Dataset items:
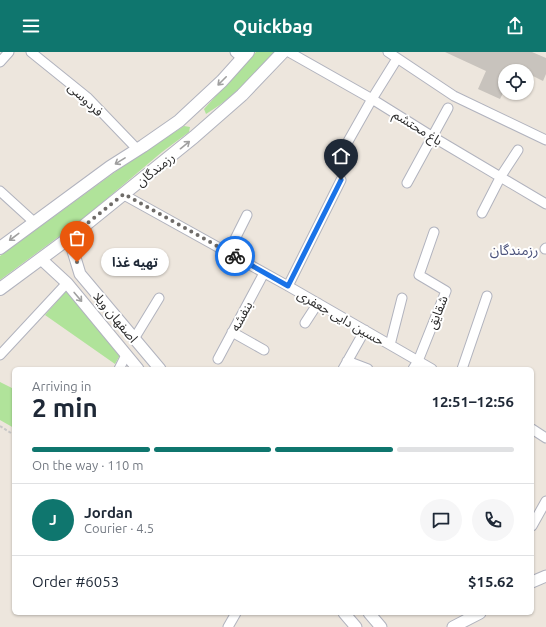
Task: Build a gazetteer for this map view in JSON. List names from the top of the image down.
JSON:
{
  "streets": {
    "main road": ["رزمندگان"],
    "street": [
      "فردوسی",
      "باغ محتشم",
      "شقایق",
      "بنفشه",
      "اصفهان ویلا",
      "حسین دایی جعفری"
    ]
  },
  "crossings": [
    ["فردوسی", "رزمندگان"],
    ["رزمندگان", "اصفهان ویلا"],
    ["رزمندگان", "حسین دایی جعفری"],
    ["شقایق", "حسین دایی جعفری"],
    ["بنفشه", "حسین دایی جعفری"]
  ],
  "districts": ["رزمندگان"],
  "places": ["تهیه غذا"],
  "page": {
    "header": "Quickbag",
    "bubble": "تهیه غذا",
    "heading": ["2 min", "Arriving in", "12:51–12:56"],
    "panel": [
      "Jordan",
      "Courier · 4.5",
      "Order #6053",
      "$15.62"
    ],
    "bar": "On the way · 110 m",
    "round": "J"
  }
}
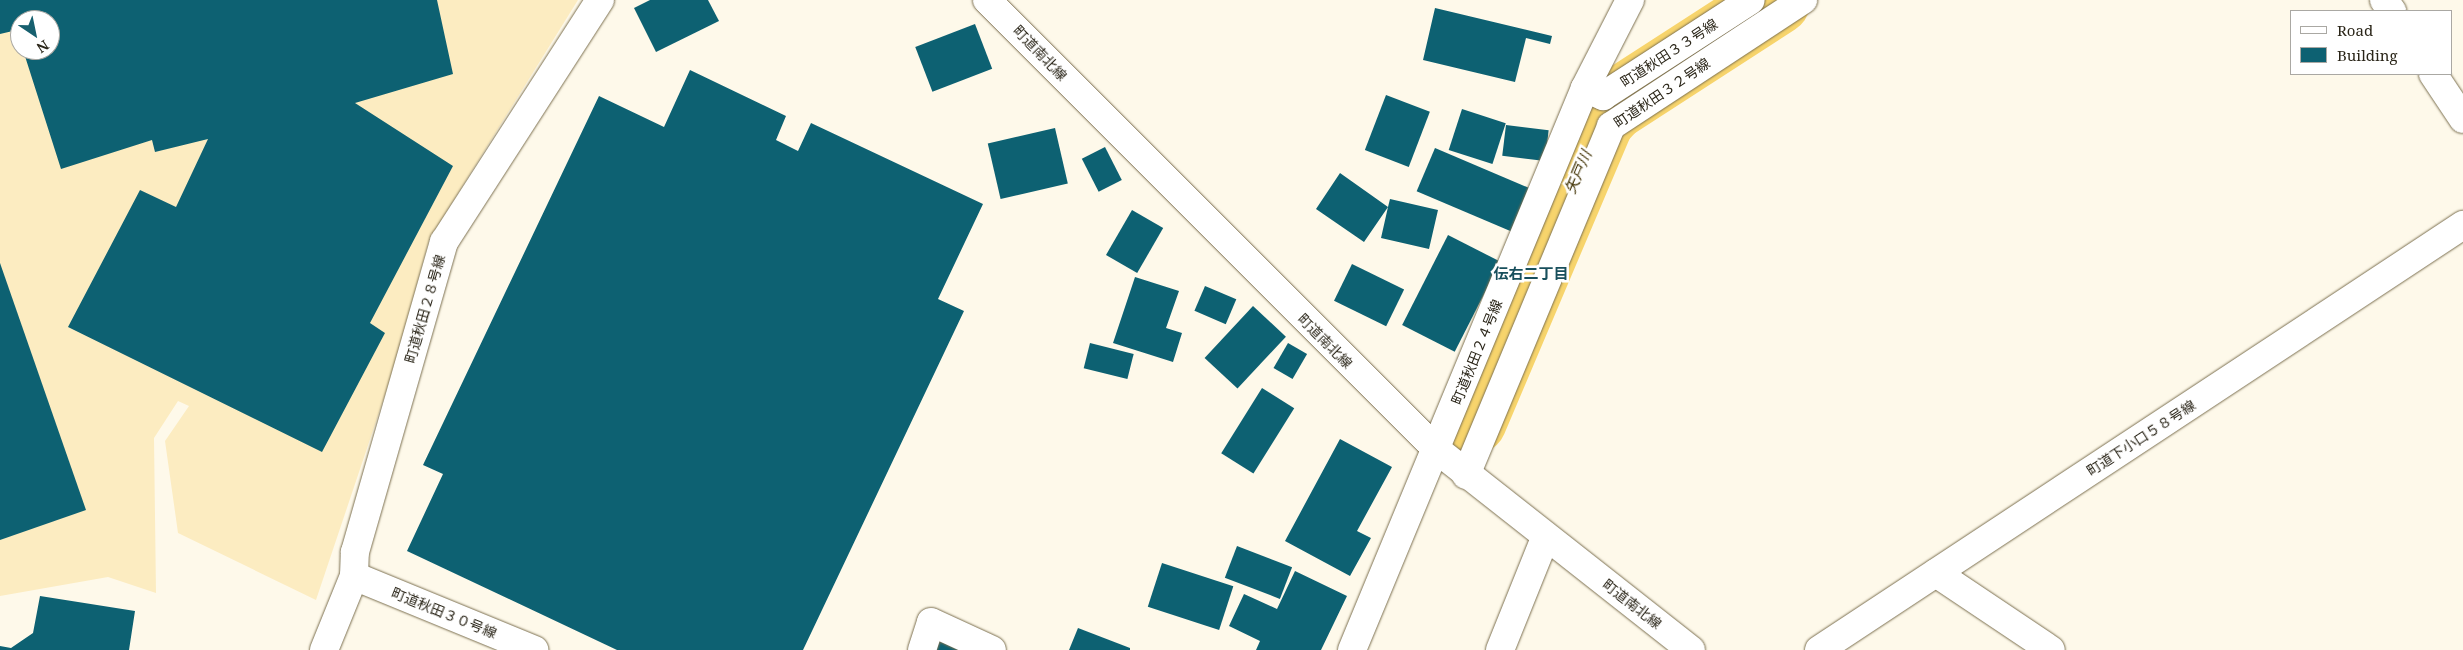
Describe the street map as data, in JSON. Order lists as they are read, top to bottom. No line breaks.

__Your goal__:
Leaving out the pictures, repeat all the entries exactly as they stand.

__Finished task__:
Task: Build a gazetteer for this map view in JSON. List names from the top of the image down.
JSON:
{
  "streets": {
    "main road": ["رزمندگان"],
    "street": [
      "فردوسی",
      "باغ محتشم",
      "شقایق",
      "بنفشه",
      "اصفهان ویلا",
      "حسین دایی جعفری"
    ]
  },
  "crossings": [
    ["فردوسی", "رزمندگان"],
    ["رزمندگان", "اصفهان ویلا"],
    ["رزمندگان", "حسین دایی جعفری"],
    ["شقایق", "حسین دایی جعفری"],
    ["بنفشه", "حسین دایی جعفری"]
  ],
  "districts": ["رزمندگان"],
  "places": ["تهیه غذا"],
  "page": {
    "header": "Quickbag",
    "bubble": "تهیه غذا",
    "heading": ["2 min", "Arriving in", "12:51–12:56"],
    "panel": [
      "Jordan",
      "Courier · 4.5",
      "Order #6053",
      "$15.62"
    ],
    "bar": "On the way · 110 m",
    "round": "J"
  }
}
Describe the street map as data, in JSON. Order lists as they are read, top to bottom. No line breaks.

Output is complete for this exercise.